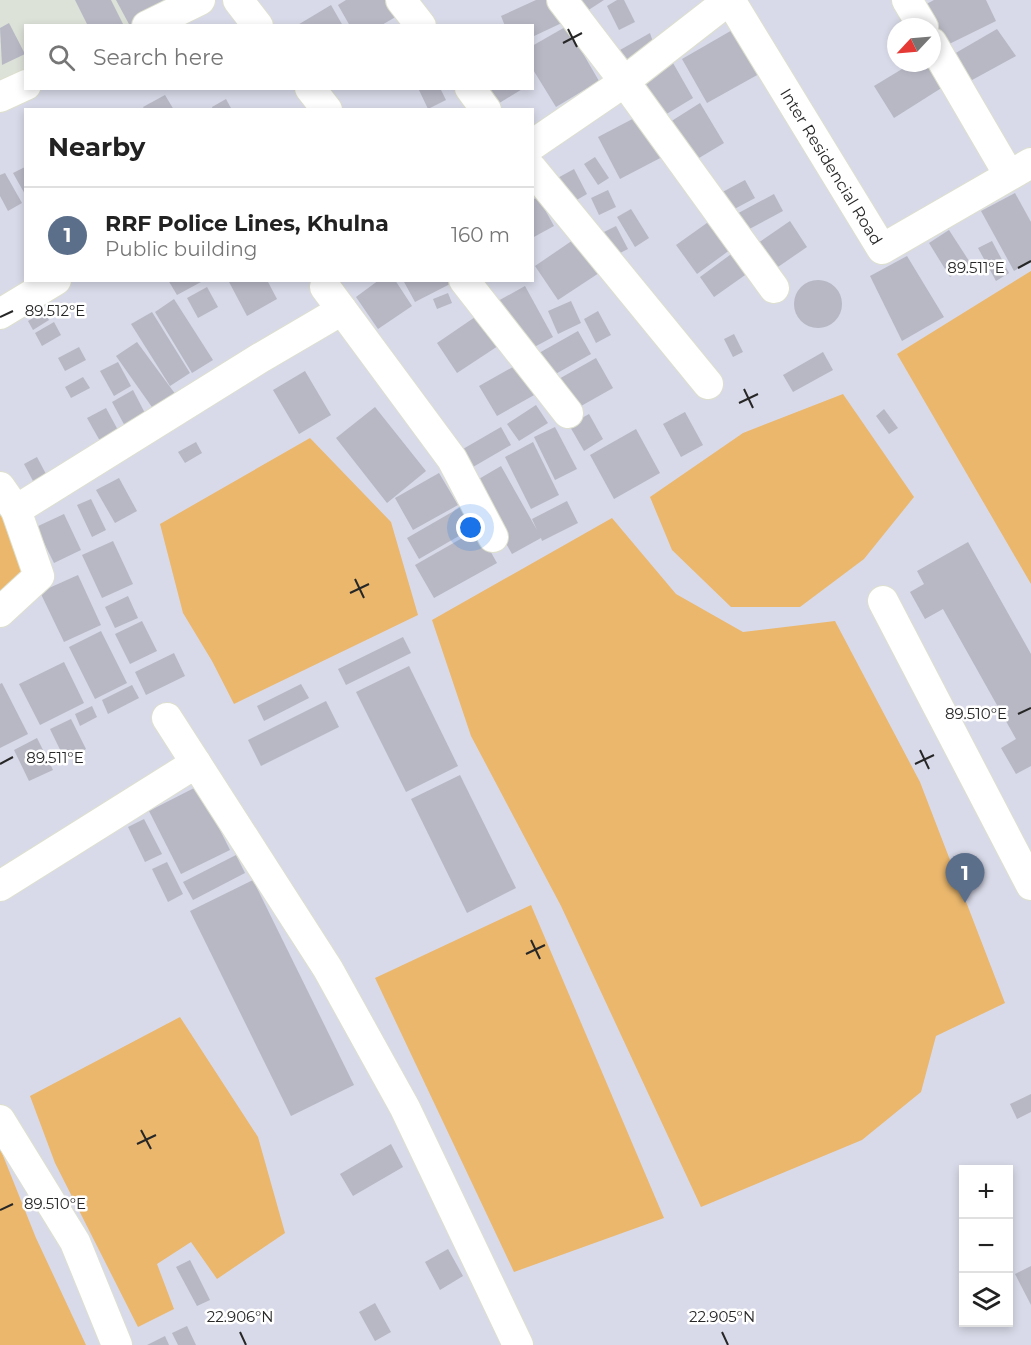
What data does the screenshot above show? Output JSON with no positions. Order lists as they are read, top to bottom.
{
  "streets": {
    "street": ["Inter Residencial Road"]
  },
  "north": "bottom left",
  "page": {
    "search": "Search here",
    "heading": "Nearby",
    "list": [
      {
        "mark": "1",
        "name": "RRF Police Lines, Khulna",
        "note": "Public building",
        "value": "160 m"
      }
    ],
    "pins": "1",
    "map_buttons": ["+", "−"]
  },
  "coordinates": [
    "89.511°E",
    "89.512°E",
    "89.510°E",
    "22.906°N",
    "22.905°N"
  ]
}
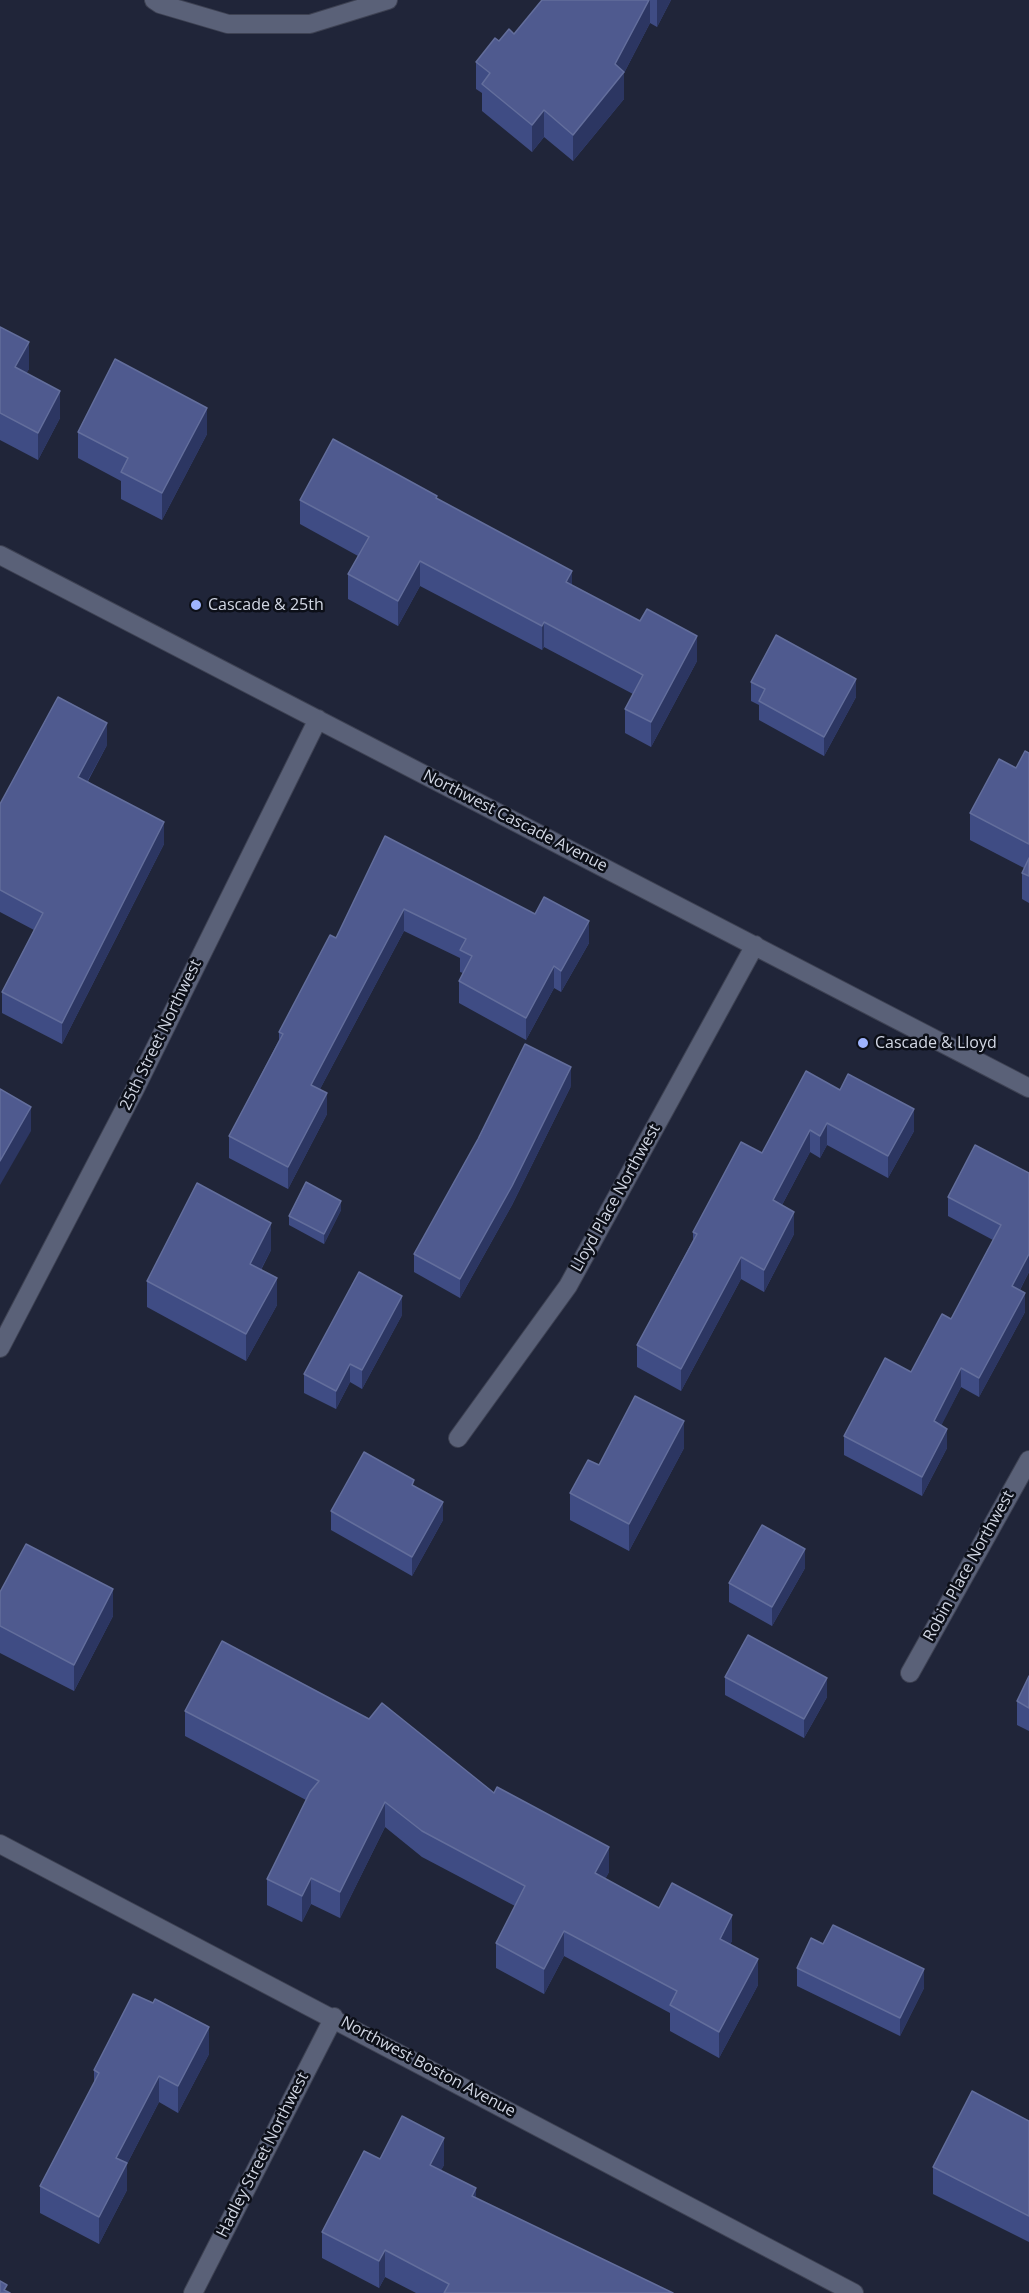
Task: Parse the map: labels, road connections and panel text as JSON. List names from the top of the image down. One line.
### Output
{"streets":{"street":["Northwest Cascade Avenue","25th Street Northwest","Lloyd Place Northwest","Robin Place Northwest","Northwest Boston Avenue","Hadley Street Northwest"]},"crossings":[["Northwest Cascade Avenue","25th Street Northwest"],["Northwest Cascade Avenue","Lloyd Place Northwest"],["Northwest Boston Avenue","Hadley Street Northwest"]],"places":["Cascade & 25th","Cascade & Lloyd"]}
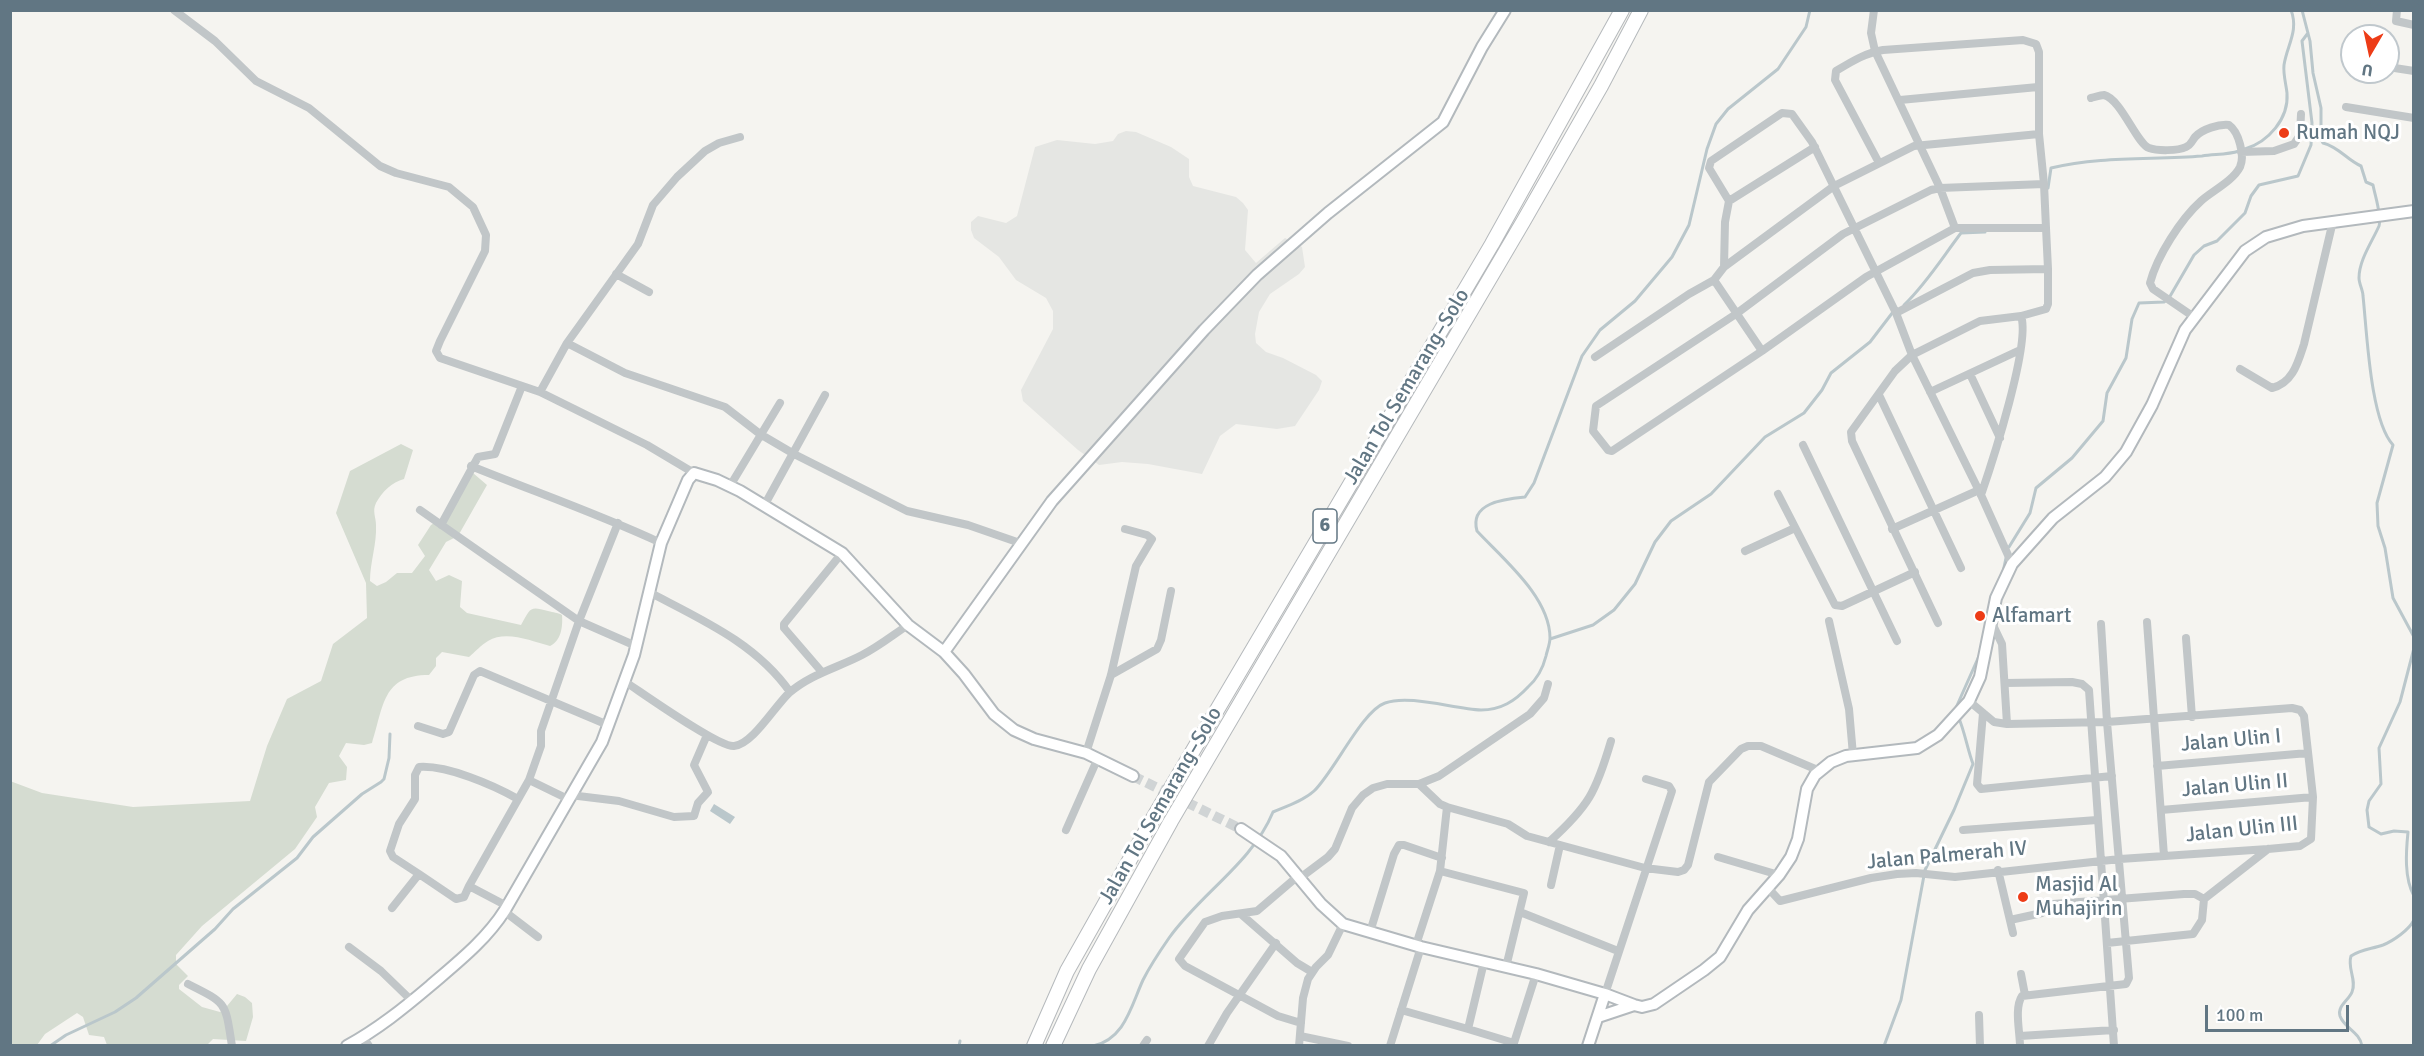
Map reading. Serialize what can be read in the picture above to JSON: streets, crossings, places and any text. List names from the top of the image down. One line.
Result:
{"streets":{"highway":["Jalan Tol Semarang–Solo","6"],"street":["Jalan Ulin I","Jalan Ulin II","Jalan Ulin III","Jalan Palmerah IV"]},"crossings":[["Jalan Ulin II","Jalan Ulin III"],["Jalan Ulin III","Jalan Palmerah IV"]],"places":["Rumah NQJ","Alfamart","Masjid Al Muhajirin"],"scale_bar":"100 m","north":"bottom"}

WHAT THE TASK ASKS – What lines above contain "text"? Copy them out.

RESPONSE TO THE EXERCISE –
Task: Parse the map: labels, road connections and panel text as JSON. List names from the top of the image down. One line.
Map reading. Serialize what can be read in the picture above to JSON: streets, crossings, places and any text. List names from the top of the image down. One line.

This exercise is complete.